**What you will do:**
Output the records exactly as they appear, with no pictures included.

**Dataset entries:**
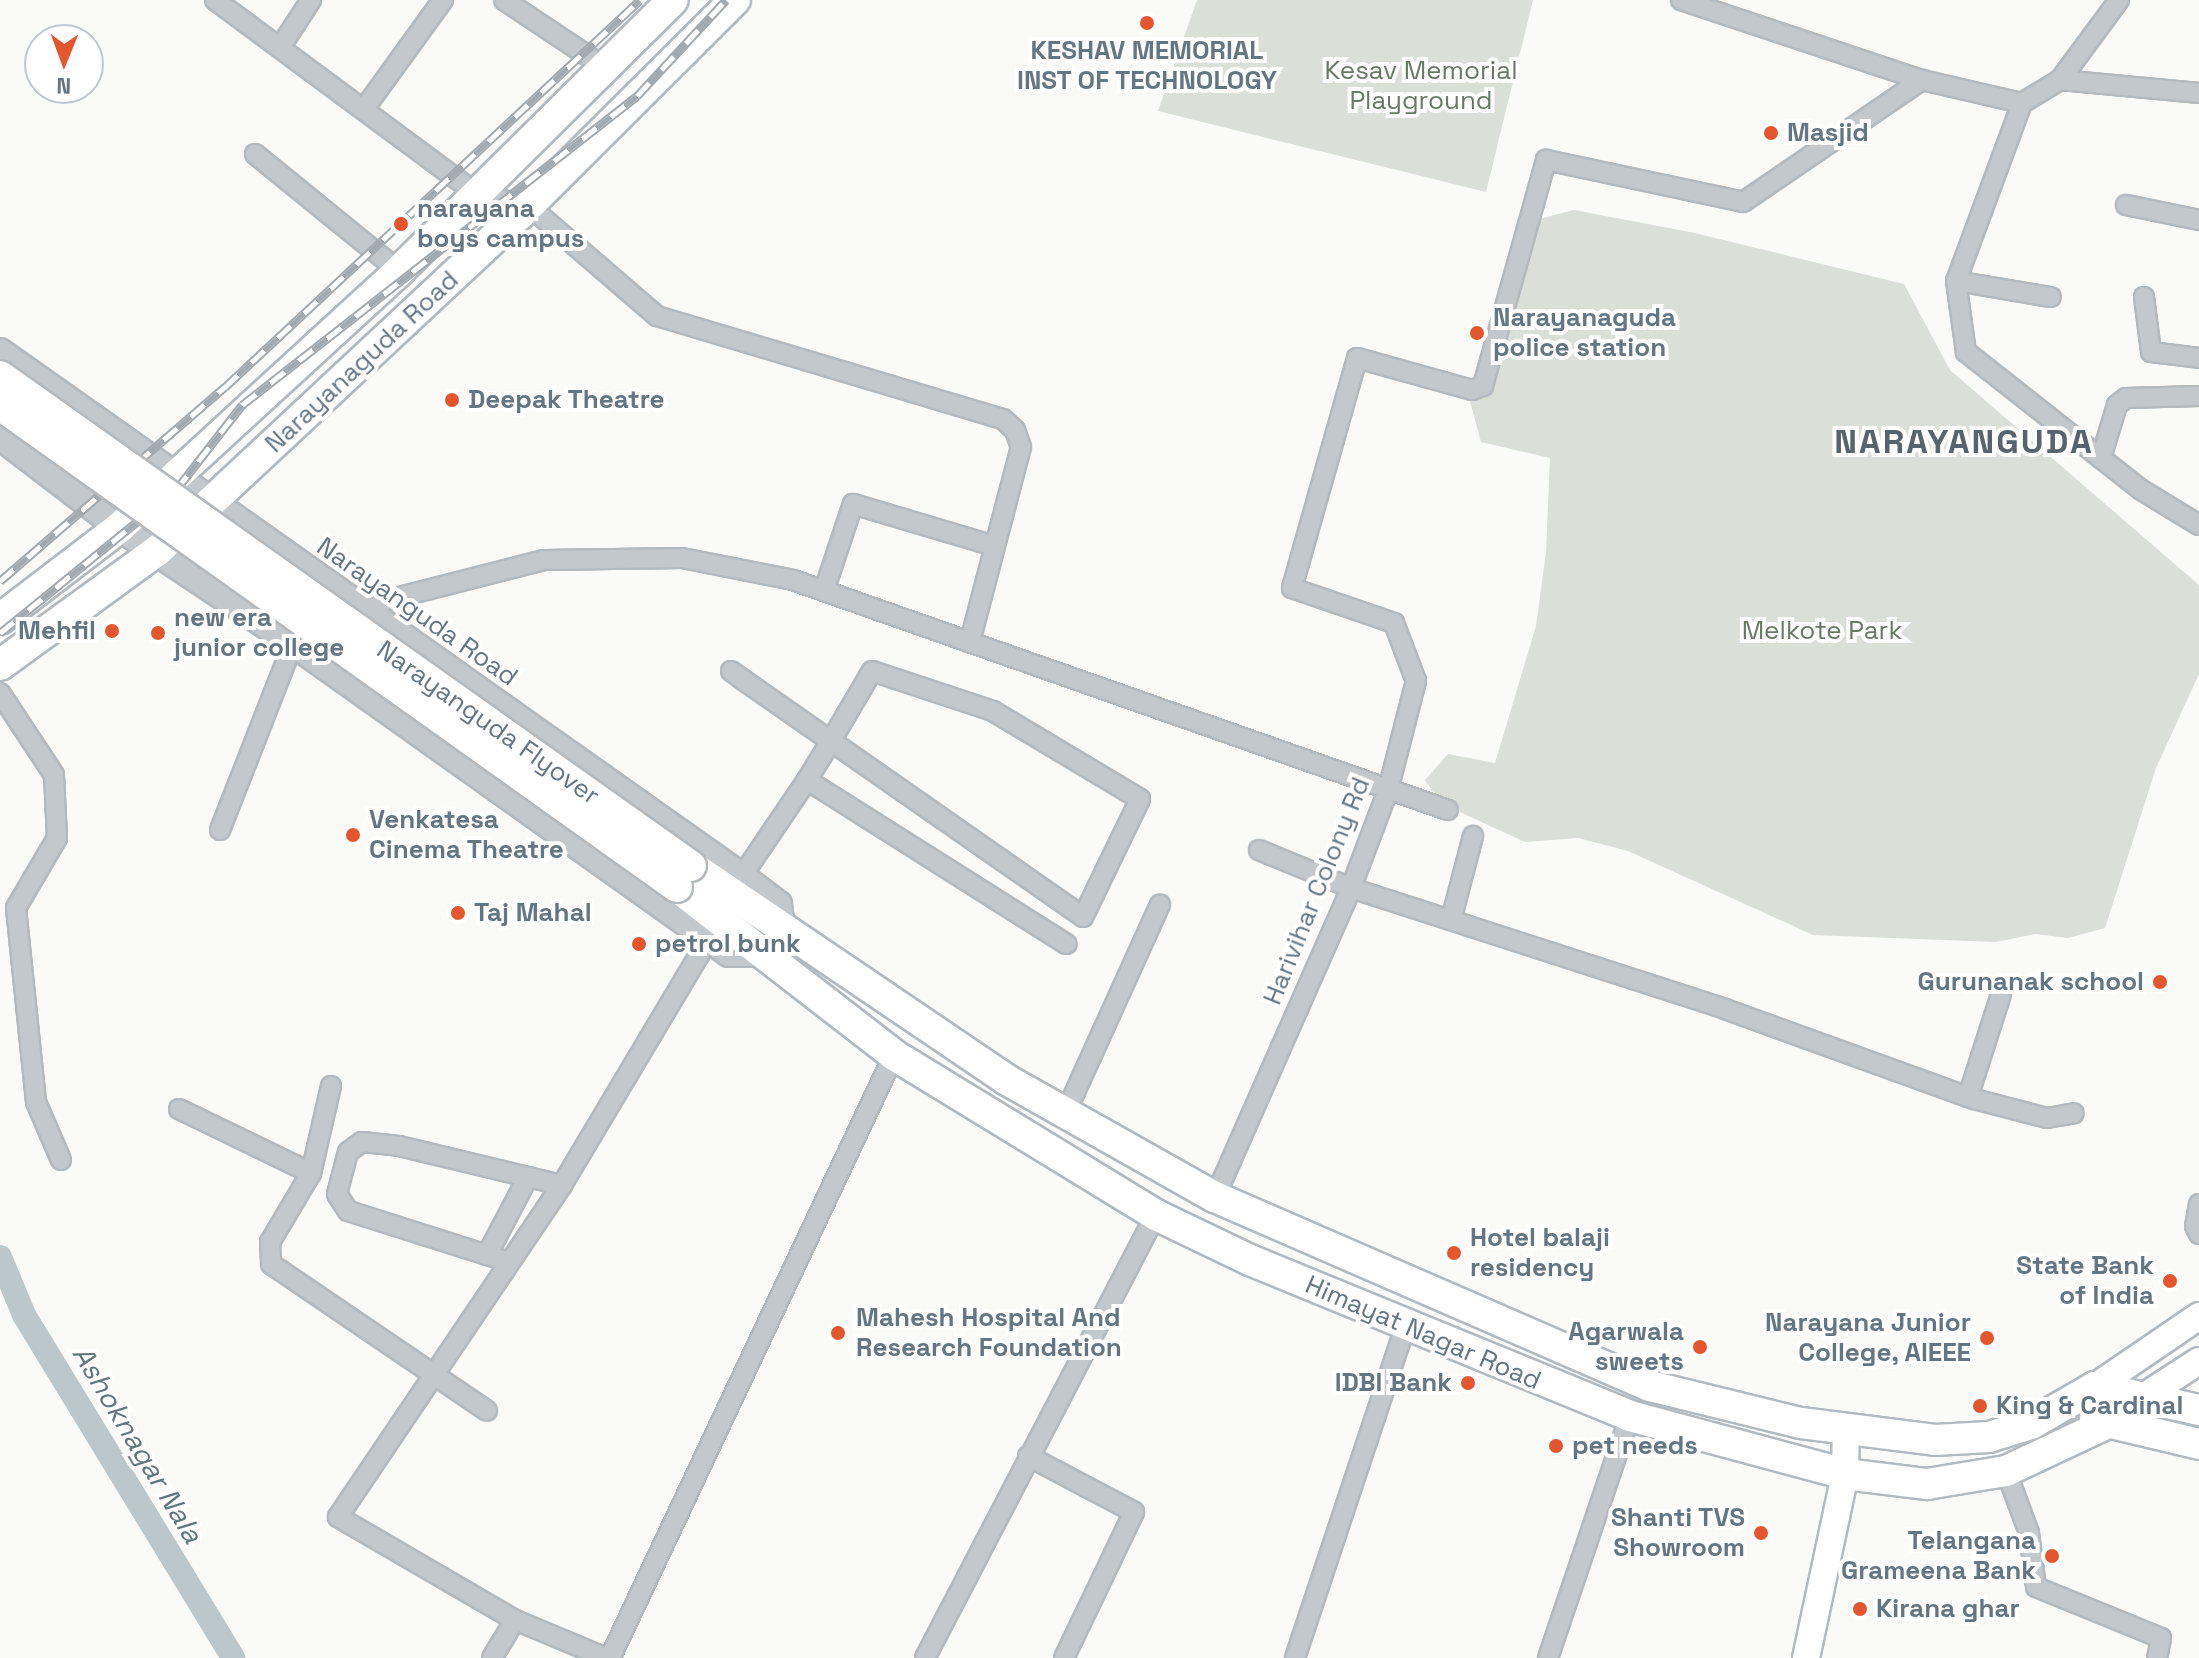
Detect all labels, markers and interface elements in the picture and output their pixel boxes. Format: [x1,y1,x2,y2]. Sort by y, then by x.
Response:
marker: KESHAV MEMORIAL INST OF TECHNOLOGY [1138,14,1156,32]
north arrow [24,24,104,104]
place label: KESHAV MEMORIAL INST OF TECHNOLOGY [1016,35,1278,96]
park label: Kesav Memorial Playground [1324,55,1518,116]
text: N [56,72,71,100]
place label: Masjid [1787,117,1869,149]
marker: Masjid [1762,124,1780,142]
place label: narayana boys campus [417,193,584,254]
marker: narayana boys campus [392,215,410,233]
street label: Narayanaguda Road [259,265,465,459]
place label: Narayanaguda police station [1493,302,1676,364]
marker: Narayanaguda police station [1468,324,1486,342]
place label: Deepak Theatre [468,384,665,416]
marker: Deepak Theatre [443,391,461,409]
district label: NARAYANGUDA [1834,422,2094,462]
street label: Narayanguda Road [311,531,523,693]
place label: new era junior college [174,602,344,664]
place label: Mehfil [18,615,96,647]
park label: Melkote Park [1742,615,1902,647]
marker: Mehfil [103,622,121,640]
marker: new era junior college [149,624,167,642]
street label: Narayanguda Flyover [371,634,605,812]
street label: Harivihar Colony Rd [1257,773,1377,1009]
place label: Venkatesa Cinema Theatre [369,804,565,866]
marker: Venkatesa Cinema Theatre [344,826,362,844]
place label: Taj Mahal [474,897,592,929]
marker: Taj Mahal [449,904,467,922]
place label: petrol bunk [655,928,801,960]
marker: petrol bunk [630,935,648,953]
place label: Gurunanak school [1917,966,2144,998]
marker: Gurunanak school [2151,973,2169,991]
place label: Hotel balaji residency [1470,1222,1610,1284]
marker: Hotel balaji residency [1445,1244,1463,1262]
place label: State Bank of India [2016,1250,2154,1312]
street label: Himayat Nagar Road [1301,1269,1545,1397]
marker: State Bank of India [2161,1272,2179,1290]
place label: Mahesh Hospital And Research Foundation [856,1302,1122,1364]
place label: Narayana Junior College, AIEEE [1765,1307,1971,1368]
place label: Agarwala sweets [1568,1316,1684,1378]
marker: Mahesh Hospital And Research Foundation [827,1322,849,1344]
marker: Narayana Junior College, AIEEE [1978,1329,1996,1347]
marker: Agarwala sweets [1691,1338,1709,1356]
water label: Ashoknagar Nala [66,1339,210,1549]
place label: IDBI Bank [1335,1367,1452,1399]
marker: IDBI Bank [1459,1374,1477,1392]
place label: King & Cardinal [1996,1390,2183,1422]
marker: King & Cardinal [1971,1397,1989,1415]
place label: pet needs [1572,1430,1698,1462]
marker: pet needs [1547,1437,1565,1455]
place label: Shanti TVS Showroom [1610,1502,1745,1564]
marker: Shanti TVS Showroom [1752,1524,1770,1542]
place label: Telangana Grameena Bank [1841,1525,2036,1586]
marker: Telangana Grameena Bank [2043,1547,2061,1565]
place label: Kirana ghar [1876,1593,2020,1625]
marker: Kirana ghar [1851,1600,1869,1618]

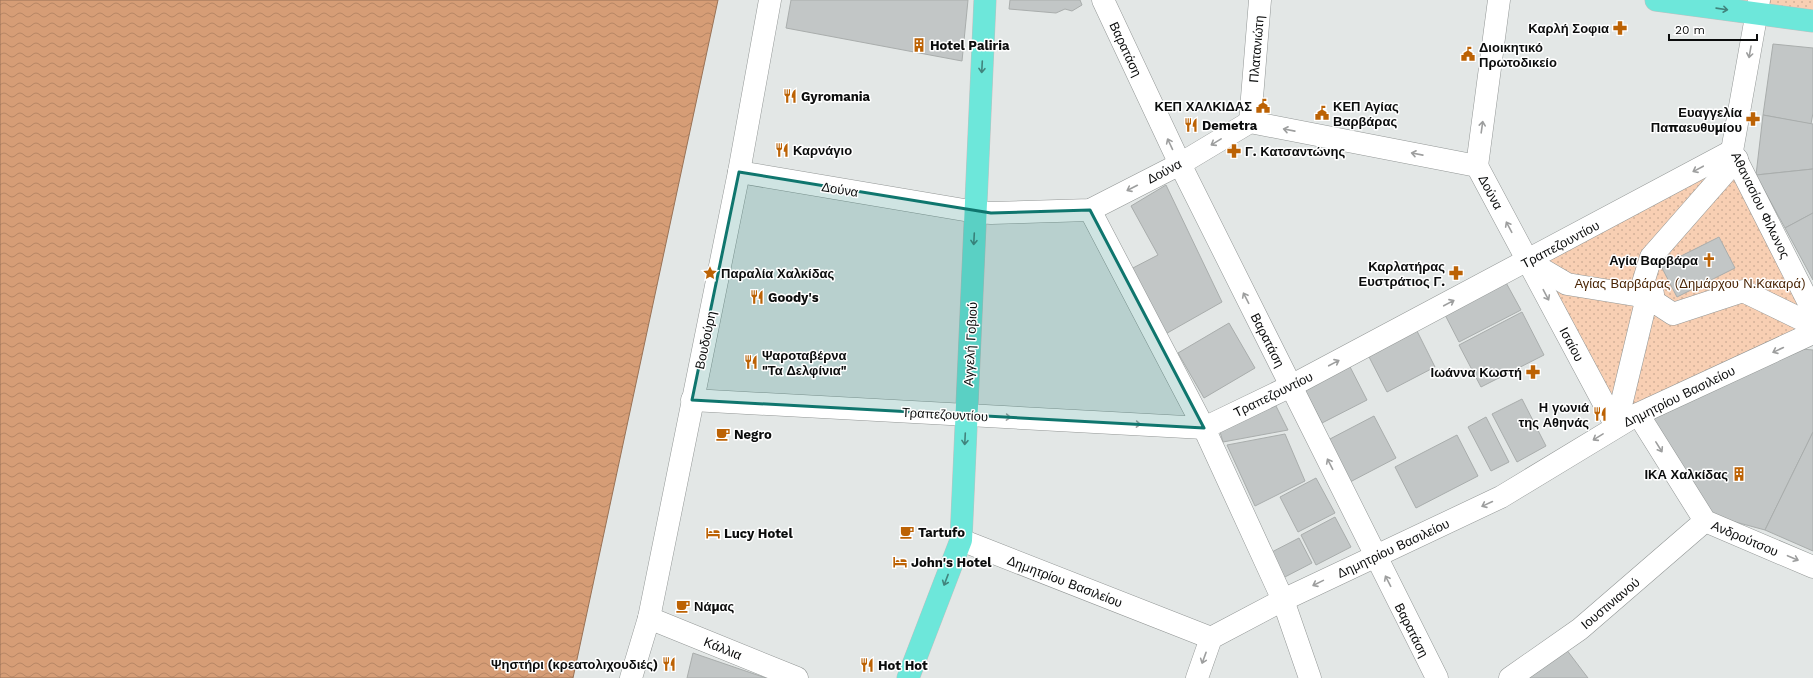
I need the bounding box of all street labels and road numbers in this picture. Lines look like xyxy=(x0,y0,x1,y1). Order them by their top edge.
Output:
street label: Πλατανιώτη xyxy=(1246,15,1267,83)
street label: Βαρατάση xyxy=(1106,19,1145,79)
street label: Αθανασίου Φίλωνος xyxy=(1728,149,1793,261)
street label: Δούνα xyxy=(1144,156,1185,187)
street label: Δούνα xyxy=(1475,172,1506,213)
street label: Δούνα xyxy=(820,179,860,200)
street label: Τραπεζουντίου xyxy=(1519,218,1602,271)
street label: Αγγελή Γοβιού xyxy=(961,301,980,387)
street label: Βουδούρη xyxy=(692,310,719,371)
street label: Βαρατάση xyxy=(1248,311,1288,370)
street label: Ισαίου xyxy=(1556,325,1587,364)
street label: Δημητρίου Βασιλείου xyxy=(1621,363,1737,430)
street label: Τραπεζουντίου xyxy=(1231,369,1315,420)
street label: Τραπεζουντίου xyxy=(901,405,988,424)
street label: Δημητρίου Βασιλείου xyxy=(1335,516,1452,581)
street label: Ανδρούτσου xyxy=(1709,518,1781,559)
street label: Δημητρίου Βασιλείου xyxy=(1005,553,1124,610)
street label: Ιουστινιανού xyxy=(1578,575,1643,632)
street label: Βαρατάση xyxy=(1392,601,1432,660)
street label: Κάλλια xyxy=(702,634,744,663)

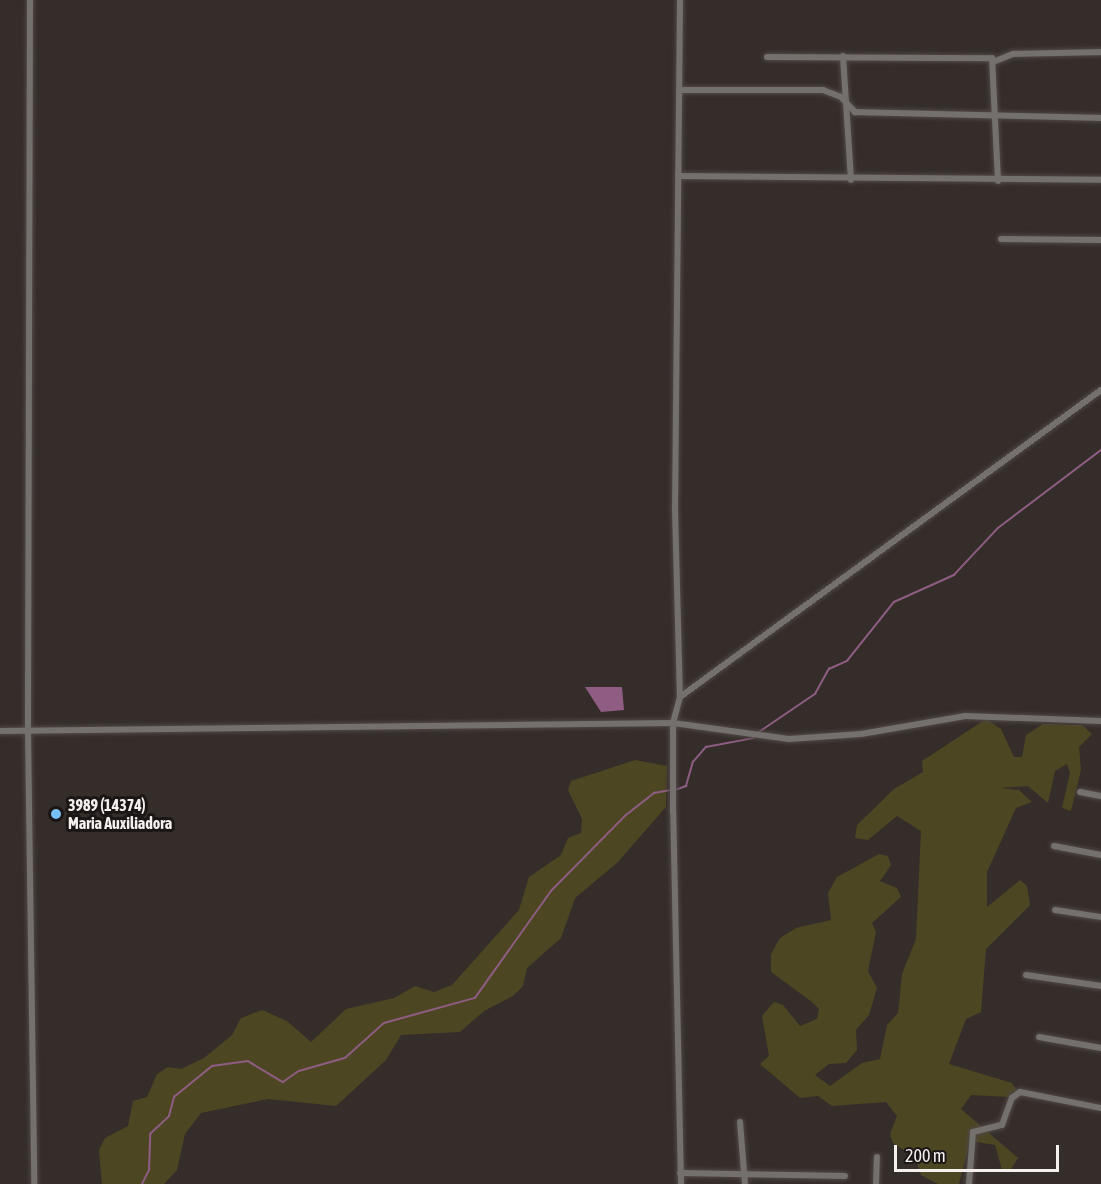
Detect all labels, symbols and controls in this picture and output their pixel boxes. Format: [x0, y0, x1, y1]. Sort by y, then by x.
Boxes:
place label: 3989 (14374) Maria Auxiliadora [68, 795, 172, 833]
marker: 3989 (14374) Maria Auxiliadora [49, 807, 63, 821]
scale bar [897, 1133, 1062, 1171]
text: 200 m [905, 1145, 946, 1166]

**Response to the task:**
Detect all labels, markers and interface elements in the picture and output their pixel boxes. Format: [x1,y1,x2,y2]. Sort by y, then by x.
Response:
marker: KESHAV MEMORIAL INST OF TECHNOLOGY [1138,14,1156,32]
north arrow [24,24,104,104]
place label: KESHAV MEMORIAL INST OF TECHNOLOGY [1016,35,1278,96]
park label: Kesav Memorial Playground [1324,55,1518,116]
text: N [56,72,71,100]
place label: Masjid [1787,117,1869,149]
marker: Masjid [1762,124,1780,142]
place label: narayana boys campus [417,193,584,254]
marker: narayana boys campus [392,215,410,233]
street label: Narayanaguda Road [259,265,465,459]
place label: Narayanaguda police station [1493,302,1676,364]
marker: Narayanaguda police station [1468,324,1486,342]
place label: Deepak Theatre [468,384,665,416]
marker: Deepak Theatre [443,391,461,409]
district label: NARAYANGUDA [1834,422,2094,462]
street label: Narayanguda Road [311,531,523,693]
place label: new era junior college [174,602,344,664]
place label: Mehfil [18,615,96,647]
park label: Melkote Park [1742,615,1902,647]
marker: Mehfil [103,622,121,640]
marker: new era junior college [149,624,167,642]
street label: Narayanguda Flyover [371,634,605,812]
street label: Harivihar Colony Rd [1257,773,1377,1009]
place label: Venkatesa Cinema Theatre [369,804,565,866]
marker: Venkatesa Cinema Theatre [344,826,362,844]
place label: Taj Mahal [474,897,592,929]
marker: Taj Mahal [449,904,467,922]
place label: petrol bunk [655,928,801,960]
marker: petrol bunk [630,935,648,953]
place label: Gurunanak school [1917,966,2144,998]
marker: Gurunanak school [2151,973,2169,991]
place label: Hotel balaji residency [1470,1222,1610,1284]
marker: Hotel balaji residency [1445,1244,1463,1262]
place label: State Bank of India [2016,1250,2154,1312]
street label: Himayat Nagar Road [1301,1269,1545,1397]
marker: State Bank of India [2161,1272,2179,1290]
place label: Mahesh Hospital And Research Foundation [856,1302,1122,1364]
place label: Narayana Junior College, AIEEE [1765,1307,1971,1368]
place label: Agarwala sweets [1568,1316,1684,1378]
marker: Mahesh Hospital And Research Foundation [827,1322,849,1344]
marker: Narayana Junior College, AIEEE [1978,1329,1996,1347]
marker: Agarwala sweets [1691,1338,1709,1356]
water label: Ashoknagar Nala [66,1339,210,1549]
place label: IDBI Bank [1335,1367,1452,1399]
marker: IDBI Bank [1459,1374,1477,1392]
place label: King & Cardinal [1996,1390,2183,1422]
marker: King & Cardinal [1971,1397,1989,1415]
place label: pet needs [1572,1430,1698,1462]
marker: pet needs [1547,1437,1565,1455]
place label: Shanti TVS Showroom [1610,1502,1745,1564]
marker: Shanti TVS Showroom [1752,1524,1770,1542]
place label: Telangana Grameena Bank [1841,1525,2036,1586]
marker: Telangana Grameena Bank [2043,1547,2061,1565]
place label: Kirana ghar [1876,1593,2020,1625]
marker: Kirana ghar [1851,1600,1869,1618]

I need the bounding box of all street labels and road numbers in this picture. Lines look like xyxy=(x0,y0,x1,y1). Order them by their top edge.
Output:
street label: Πλατανιώτη xyxy=(1246,15,1267,83)
street label: Βαρατάση xyxy=(1106,19,1145,79)
street label: Αθανασίου Φίλωνος xyxy=(1728,149,1793,261)
street label: Δούνα xyxy=(1144,156,1185,187)
street label: Δούνα xyxy=(1475,172,1506,213)
street label: Δούνα xyxy=(820,179,860,200)
street label: Τραπεζουντίου xyxy=(1519,218,1602,271)
street label: Αγγελή Γοβιού xyxy=(961,301,980,387)
street label: Βουδούρη xyxy=(692,310,719,371)
street label: Βαρατάση xyxy=(1248,311,1288,370)
street label: Ισαίου xyxy=(1556,325,1587,364)
street label: Δημητρίου Βασιλείου xyxy=(1621,363,1737,430)
street label: Τραπεζουντίου xyxy=(1231,369,1315,420)
street label: Τραπεζουντίου xyxy=(901,405,988,424)
street label: Δημητρίου Βασιλείου xyxy=(1335,516,1452,581)
street label: Ανδρούτσου xyxy=(1709,518,1781,559)
street label: Δημητρίου Βασιλείου xyxy=(1005,553,1124,610)
street label: Ιουστινιανού xyxy=(1578,575,1643,632)
street label: Βαρατάση xyxy=(1392,601,1432,660)
street label: Κάλλια xyxy=(702,634,744,663)

Detect all labels, symbols and controls in this picture and output their pixel boxes. Format: [x0, y0, x1, y1]. Sort by y, then by x.
Boxes:
place label: 3989 (14374) Maria Auxiliadora [68, 795, 172, 833]
marker: 3989 (14374) Maria Auxiliadora [49, 807, 63, 821]
scale bar [897, 1133, 1062, 1171]
text: 200 m [905, 1145, 946, 1166]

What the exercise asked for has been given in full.